▶ _YOUR OBJECTIVE_
Print the following entries without any change.

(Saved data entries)
^^^^
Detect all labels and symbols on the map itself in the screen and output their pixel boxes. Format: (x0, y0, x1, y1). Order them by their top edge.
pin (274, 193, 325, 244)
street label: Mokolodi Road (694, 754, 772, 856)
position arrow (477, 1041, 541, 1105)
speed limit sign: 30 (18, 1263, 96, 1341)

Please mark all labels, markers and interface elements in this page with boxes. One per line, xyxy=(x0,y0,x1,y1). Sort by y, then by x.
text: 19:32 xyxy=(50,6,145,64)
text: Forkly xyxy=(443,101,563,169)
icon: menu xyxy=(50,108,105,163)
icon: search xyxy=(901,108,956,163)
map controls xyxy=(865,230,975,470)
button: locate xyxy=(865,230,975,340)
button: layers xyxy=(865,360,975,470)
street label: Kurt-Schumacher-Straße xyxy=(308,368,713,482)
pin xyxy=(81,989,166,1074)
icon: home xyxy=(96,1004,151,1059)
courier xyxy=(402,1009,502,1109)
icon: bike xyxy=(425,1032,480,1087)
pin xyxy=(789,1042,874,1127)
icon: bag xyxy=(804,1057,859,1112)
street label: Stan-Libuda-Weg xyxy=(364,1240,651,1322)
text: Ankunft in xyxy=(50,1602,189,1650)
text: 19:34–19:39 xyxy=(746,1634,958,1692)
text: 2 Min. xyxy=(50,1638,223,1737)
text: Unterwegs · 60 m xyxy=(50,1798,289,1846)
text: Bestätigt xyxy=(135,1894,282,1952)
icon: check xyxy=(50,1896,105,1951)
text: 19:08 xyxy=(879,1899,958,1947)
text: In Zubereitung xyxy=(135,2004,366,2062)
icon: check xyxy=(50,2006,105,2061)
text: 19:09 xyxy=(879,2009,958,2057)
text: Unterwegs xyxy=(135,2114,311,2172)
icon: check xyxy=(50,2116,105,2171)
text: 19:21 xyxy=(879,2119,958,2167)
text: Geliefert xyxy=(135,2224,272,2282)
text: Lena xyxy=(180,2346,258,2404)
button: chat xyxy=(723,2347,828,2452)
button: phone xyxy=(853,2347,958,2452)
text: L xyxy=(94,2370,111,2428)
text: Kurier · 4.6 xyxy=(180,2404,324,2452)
^^^^
▶ _EXERCISE OUTPUT_
Detect all labels and symbols on the map itself in the screen and output their pixel boxes. Format: (x0, y0, x1, y1). Order them by their top edge.
pin (274, 193, 325, 244)
street label: Mokolodi Road (694, 754, 772, 856)
position arrow (477, 1041, 541, 1105)
speed limit sign: 30 (18, 1263, 96, 1341)

Please mark all labels, markers and interface elements in this page with boxes. One per line, xyxy=(x0,y0,x1,y1). Sort by y, then by x.
text: 19:32 xyxy=(50,6,145,64)
text: Forkly xyxy=(443,101,563,169)
icon: menu xyxy=(50,108,105,163)
icon: search xyxy=(901,108,956,163)
map controls xyxy=(865,230,975,470)
button: locate xyxy=(865,230,975,340)
button: layers xyxy=(865,360,975,470)
street label: Kurt-Schumacher-Straße xyxy=(308,368,713,482)
pin xyxy=(81,989,166,1074)
icon: home xyxy=(96,1004,151,1059)
courier xyxy=(402,1009,502,1109)
icon: bike xyxy=(425,1032,480,1087)
pin xyxy=(789,1042,874,1127)
icon: bag xyxy=(804,1057,859,1112)
street label: Stan-Libuda-Weg xyxy=(364,1240,651,1322)
text: Ankunft in xyxy=(50,1602,189,1650)
text: 19:34–19:39 xyxy=(746,1634,958,1692)
text: 2 Min. xyxy=(50,1638,223,1737)
text: Unterwegs · 60 m xyxy=(50,1798,289,1846)
text: Bestätigt xyxy=(135,1894,282,1952)
icon: check xyxy=(50,1896,105,1951)
text: 19:08 xyxy=(879,1899,958,1947)
text: In Zubereitung xyxy=(135,2004,366,2062)
icon: check xyxy=(50,2006,105,2061)
text: 19:09 xyxy=(879,2009,958,2057)
text: Unterwegs xyxy=(135,2114,311,2172)
icon: check xyxy=(50,2116,105,2171)
text: 19:21 xyxy=(879,2119,958,2167)
text: Geliefert xyxy=(135,2224,272,2282)
text: Lena xyxy=(180,2346,258,2404)
button: chat xyxy=(723,2347,828,2452)
button: phone xyxy=(853,2347,958,2452)
text: L xyxy=(94,2370,111,2428)
text: Kurier · 4.6 xyxy=(180,2404,324,2452)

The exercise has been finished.